We use EBITDA as an approximate measure of our pre-tax operating cash flow. It measures our earnings before deducting interest and other financial charges, income tax, depreciation and amortization, net income attributable to non-controlling interests and preferred share dividends, and includes income from equity investments. EBIT measures our earnings from ongoing operations and is an effective measure of our performance and an effective tool for evaluating trends in each segment. It is calculated in the same way as EBITDA, less depreciation and amortization.

Funds generated from operations

Funds generated from operations includes net cash provided by operations before changes in operating working capital. We believe it is an effective measure of our consolidated operating cash flow because it does not include fluctuations from working capital balances, which do not necessarily reflect underlying operations in the same period.

Comparable measures

We calculate the comparable measures by adjusting certain GAAP and non-GAAP measures for specific items we believe are significant but not reflective of our underlying operations in the period. These comparable measures are calculated on a consistent basis from period to period and are adjusted for specific items in each period, as applicable.

Comparable measure Original measure
   
comparable earnings net income attributable to common shares
comparable earnings per common share net income per common share
comparable EBITDA EBITDA
comparable EBIT EBIT
comparable depreciation and amortization depreciation and amortization
comparable interest expense interest expense
comparable interest income and other interest income and other
comparable income tax expense income tax expense/(recovery)

Our decision not to include a specific item is subjective and made after careful consideration. These may include:

  • certain fair value adjustments relating to risk management activities
  • income tax refunds and adjustments
  • gains or losses on sales of assets
  • legal and bankruptcy settlements, and
  • impact of regulatory or arbitration decisions relating to prior year earnings
  • write-downs of assets and investments.

We calculate comparable earnings by excluding the unrealized gains and losses from changes in fair value of certain derivatives used to reduce our exposure to certain financial commodity price risks. These derivatives provide effective economic hedges, but do not meet the criteria for hedge accounting. As a result, the changes in fair value are recorded in net income. As these amounts do not accurately reflect the gains and losses that will be realized at settlement, we do not consider them part of our underlying operations.
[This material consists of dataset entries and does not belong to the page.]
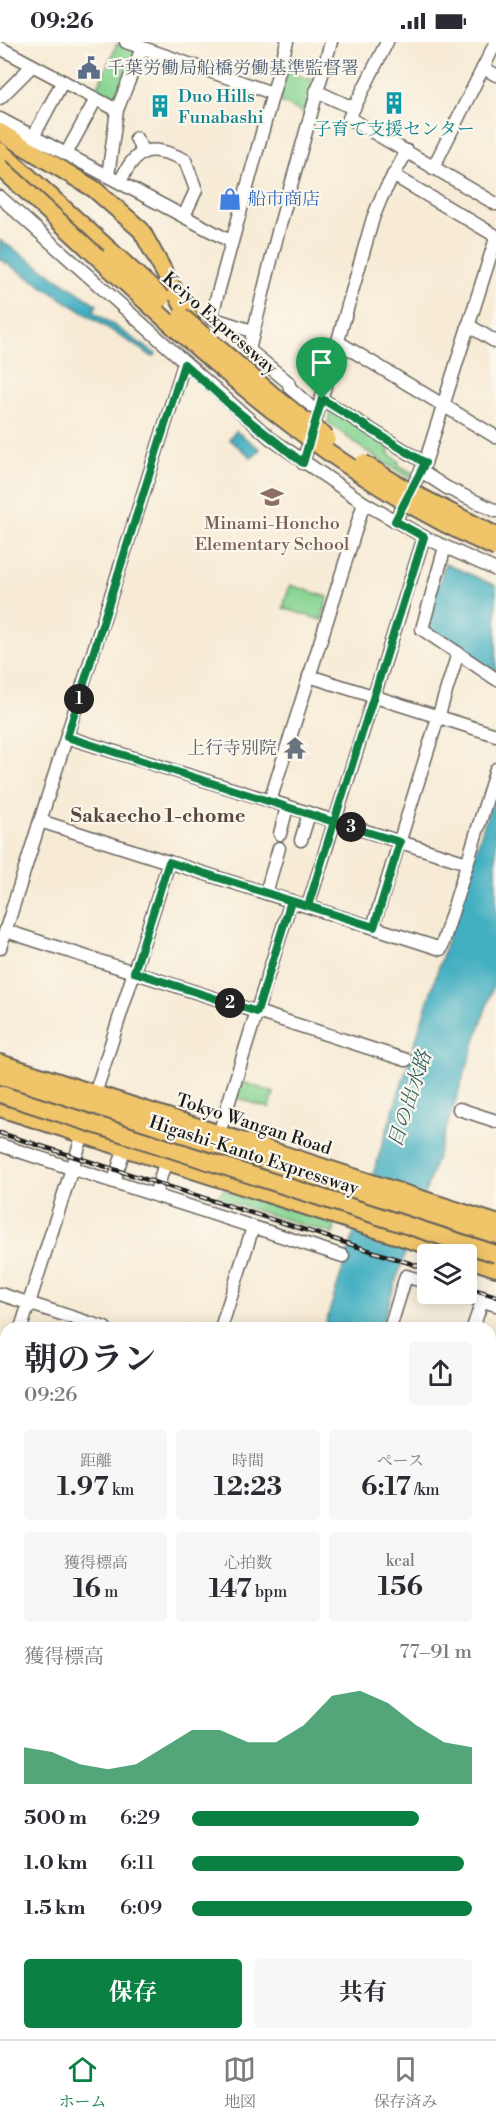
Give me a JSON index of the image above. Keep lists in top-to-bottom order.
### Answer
{
  "streets": {
    "highway": ["Keiyo Expressway", "Tokyo Wangan Road", "Higashi-Kanto Expressway"]
  },
  "districts": ["Sakaecho 1-chome"],
  "water": ["日の出水路"],
  "places": {
    "public building": ["千葉労働局船橋労働基準監督署"],
    "building": ["子育て支援センター", "Duo Hills Funabashi"],
    "shop": ["船市商店"],
    "school or university": ["Minami-Honcho Elementary School"],
    "temple": ["上行寺別院"]
  },
  "page": {
    "status": "09:26",
    "pins": ["1", "3", "2"],
    "heading": ["朝のラン", "09:26"],
    "stats": [
      ["距離", "1.97 km"],
      ["時間", "12:23"],
      ["ペース", "6:17 /km"],
      ["獲得標高", "16 m"],
      ["心拍数", "147 bpm"],
      ["kcal", "156"]
    ],
    "chart": ["獲得標高", "77–91 m"],
    "list": [
      {
        "name": "500 m",
        "note": "6:29"
      },
      {
        "name": "1.0 km",
        "note": "6:11"
      },
      {
        "name": "1.5 km",
        "note": "6:09"
      }
    ],
    "buttons": ["保存", "共有"],
    "tabs": ["ホーム", "地図", "保存済み"]
  }
}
Reconciliation of non-GAAP measures
 
  three months ended
December 31
  year ended
December 31
(unaudited - millions of $, except per share amounts) 2013   2012     2013   2012  
                   
EBITDA 1,320   1,040     4,958   4,224  
Non-comparable risk management activities affecting EBITDA (29 ) 12     (44 ) 21  
NEB decision - 2012 -   -     (55 ) -  
Comparable EBITDA 1,291   1,052     4,859   4,245  
Comparable depreciation and amortization (396 ) (343 )   (1,472 ) (1,375 )
Comparable EBIT 895   709     3,387   2,870  
Other income statement items                  
Comparable interest expense (240 ) (246 )   (984 ) (976 )
Comparable interest income and other 10   20     42   86  
Comparable income tax expense (198 ) (123 )   (662 ) (477 )
Net income attributable to non-controlling interests (38 ) (28 )   (125 ) (118 )
Preferred share dividends (19 ) (14 )   (74 ) (55 )
Comparable earnings 410   318     1,584   1,330  
Specific items (net of tax):                  
  NEB decision - 2012 -   -     84   -  
  Part VI.I income tax adjustment -   -     25   -  
  Sundance A PPA arbitration decision - 2011 -   -     -   (15 )
  Risk management activities1 10   (12 )   19   (16 )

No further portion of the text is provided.